According to the operator, the pilot was scheduled to position the helicopter from 4PN5 to LOM, where after fueling; passengers would embark for a local pipeline patrol flight. The pilot reported to the operator his intent to depart from the heliport via a text message that was received at 0637. No further communications were received from the pilot.
Several witnesses reported hearing the helicopter as it overflew their rural neighborhood about the time of the accident. The witnesses reported that it was not unusual to observe the accident pilot operating helicopters from the heliport in his backyard, particularly during his prior years of service as a State Police pilot. The witnesses reported that on the morning of the accident flight, the helicopter they heard sounded "abnormal." The witnesses generally described that the helicopter was low, loud, and that it sounded different than previous times they had heard helicopters departing the heliport. One witness, who happened to be looking out a window at time of the accident, observed two lights that she presumed to be the accident helicopter as they descended into trees behind her home.
After hearing the sounds of impact, some of the witnesses responded to the accident scene and attempted to render assistance.
Several witnesses who lived in the vicinity of the accident site were interviewed separately shortly after the accident. Each was asked to describe the weather and lighting conditions that prevailed at the time. The witnesses consistently described the weather as "foggy," with some stating that it was "very" or "extremely" foggy. One witness described the fog as being very dense, like "pea soup," while another estimated the visibility to be about 1/8th-mile. The witnesses also consistently described the lighting conditions as "dark" or "very dark". Another witness who lived about 1 mile north of the accident site described the weather conditions about 1 hour after the accident as cloudy with no fog. PERSONNEL INFORMATIONThe pilot, age 52, held an airline transport pilot certificate with a rating for rotorcraft-helicopter, as well as a commercial pilot certificate with ratings for airplane single and multi-engine land, and instrument airplane. He additionally held a flight instructor certificate with ratings for airplane single engine, rotorcraft-helicopter, and instrument helicopter. His most recent Federal Aviation Administration (FAA) second class medical certificate was issued on July 23, 2012 with the limitation, "must wear corrective lenses."
According to a résumé provided to the operator by the pilot, he was previously employed as a Trooper with the Pennsylvania State Police. Between 1993 and 1996, he was employed as a pilot operating airplanes, after which he operated helicopters through 2004. The pilot was employed as the helicopter unit supervisor between 2004 and 2011. During that period the pilot reported several other part time jobs with other helicopter operators. According to the pilot's personal flight log, his final flight as a State Police pilot was logged on January 5, 2011. When asked to describe the pilot, the operator stated that she was very confident in his abilities, judgment, and training; stating that he was a "go-to" person, and that he was the best representative of the company.
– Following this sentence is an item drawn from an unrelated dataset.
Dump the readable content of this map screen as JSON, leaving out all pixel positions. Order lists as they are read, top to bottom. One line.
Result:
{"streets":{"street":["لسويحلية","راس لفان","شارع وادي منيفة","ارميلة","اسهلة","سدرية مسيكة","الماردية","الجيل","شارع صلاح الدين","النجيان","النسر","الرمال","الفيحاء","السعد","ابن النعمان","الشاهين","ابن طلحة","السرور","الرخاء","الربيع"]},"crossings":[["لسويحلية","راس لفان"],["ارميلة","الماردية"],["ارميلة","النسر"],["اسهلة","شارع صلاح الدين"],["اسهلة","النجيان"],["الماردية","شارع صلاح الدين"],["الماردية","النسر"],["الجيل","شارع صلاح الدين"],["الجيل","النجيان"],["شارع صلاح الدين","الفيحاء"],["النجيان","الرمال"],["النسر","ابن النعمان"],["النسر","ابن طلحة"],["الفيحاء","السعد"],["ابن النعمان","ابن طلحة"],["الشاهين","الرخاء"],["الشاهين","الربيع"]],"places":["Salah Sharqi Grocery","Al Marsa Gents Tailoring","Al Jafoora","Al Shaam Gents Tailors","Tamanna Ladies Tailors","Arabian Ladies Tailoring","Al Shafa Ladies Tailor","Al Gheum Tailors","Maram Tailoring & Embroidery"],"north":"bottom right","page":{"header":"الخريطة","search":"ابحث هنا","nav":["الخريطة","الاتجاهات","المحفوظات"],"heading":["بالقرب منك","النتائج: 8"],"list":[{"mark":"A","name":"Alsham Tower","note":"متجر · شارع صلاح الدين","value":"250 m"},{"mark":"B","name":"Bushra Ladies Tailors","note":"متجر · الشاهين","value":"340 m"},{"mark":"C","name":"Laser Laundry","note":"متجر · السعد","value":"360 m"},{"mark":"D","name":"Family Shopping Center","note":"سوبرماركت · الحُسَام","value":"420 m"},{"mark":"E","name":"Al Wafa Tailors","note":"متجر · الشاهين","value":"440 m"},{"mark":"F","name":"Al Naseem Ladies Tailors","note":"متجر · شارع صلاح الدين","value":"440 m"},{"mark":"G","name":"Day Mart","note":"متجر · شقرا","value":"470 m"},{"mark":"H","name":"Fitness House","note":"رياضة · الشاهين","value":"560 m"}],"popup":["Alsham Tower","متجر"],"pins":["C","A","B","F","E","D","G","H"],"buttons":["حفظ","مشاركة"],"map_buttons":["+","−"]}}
She further described the pilot as very safety conscious, and related an anecdote about an instance where the pilot had refused to depart on a daytime mission until a burnt-out position light had been replaced.
The pilot's personal flight log was recovered at the accident site, and reflected flights logged between November 2002 and October 9, 2012. The pilot's flight hours between October 9 and October 14 were recovered from the accident helicopter's maintenance journey log. According to the logs, the pilot had accumulated 7,106 total hours of flight experience, 4,599 hours of which were in helicopters. The pilot recorded about 100 hours of flight experience in the accident helicopter make and model.
As of January 2011, the pilot had accumulated 593 total hours of flight experience at night, 228 hours of which were with the aid of night vision goggles. Between that time and the pilot's most recent flight log entry on October 9, 2012, he had logged an additional 4.1 hours of night flight experience, 2.9 hours of which were accumulated in the 90 days preceding the accident in the accident helicopter make and model.
According to the operator's records, the pilot's most recent FAR Part 135 recurrent check was completed on April 27, 2012. While a remark on the evaluation form noted, "Inadvertent IMC tested & passed," the proficiency check did not cover instrument operations. According to the pilot's personal flight records, his most recent instrument proficiency check was completed in an airplane on February 25, 2012. The pilot's most recent logged instrument flight experience in a helicopter included 0.3 hours of simulated instrument experience logged in June 2010, and 1.0 hour of simulated instrument experience logged June 2008. No evidence of any more recent instrument flight experience in helicopters or an instrument proficiency check in a helicopter was contained within the pilot's personal flight log or other records provided by the operator.
Activities Preceding the Accident
The operator entered into a lease agreement with the accident helicopter's owner for use of the helicopter while another of the operator's helicopters underwent repairs. The accident pilot subsequently retrieved the accident helicopter from the owner on October 7, and flew it from Buffalo Niagara International Airport (BUF), Buffalo, New York, to one of his homes in Binghamton, New York. After performing four local flights in the vicinity of Binghamton between October 9 and 12, the pilot positioned the helicopter to his home at 4PN5 on October 14. The operator last contacted the pilot via telephone on October 16 at 2000. At that time the pilot was at the local fire department, receiving training as a volunteer fireman.
On the morning of the accident the pilot was scheduled to arrive at LOM about 0730 in preparation for the pipeline patrol flight that was to follow. AIRCRAFT INFORMATIONAccording to the Canadian Civil Aircraft Register, the accident helicopter was manufactured in 1991, and imported to Canada in 2010. The helicopter was equipped with a three-blade main rotor system and two Rolls Royce/Allison 250-C20F engines each rated at 420 horse power. According to the operator, the helicopter was not equipped for operation in instrument meteorological conditions.
The helicopter's most recent annual inspection was completed on February 21, 2012, and at that time the helicopter had accumulated 7,534 total flight hours. According to the maintenance journey log, which was recovered from the wreckage, the helicopter had accumulated 7,556 total flight hours prior to the accident flight. A log entry made by the accident pilot on the date of the accident noted compliance with Airworthiness Directives 2001-26-55 (tail rotor blade inspection) and 2011-22-05 (tail rotor control rod bearing play inspection) and that no discrepancies were found during either inspection. METEOROLOGICAL INFORMATIONThe National Weather Service (NWS) Area Forecast applicable to the area surrounding the accident site, which was issued at 0445, predicted broken to scattered ceiling with visual meteorological conditions generally prevailing around the region. No AIRMETS or SIGMETS were current for the area of the accident flight at the time of the accident.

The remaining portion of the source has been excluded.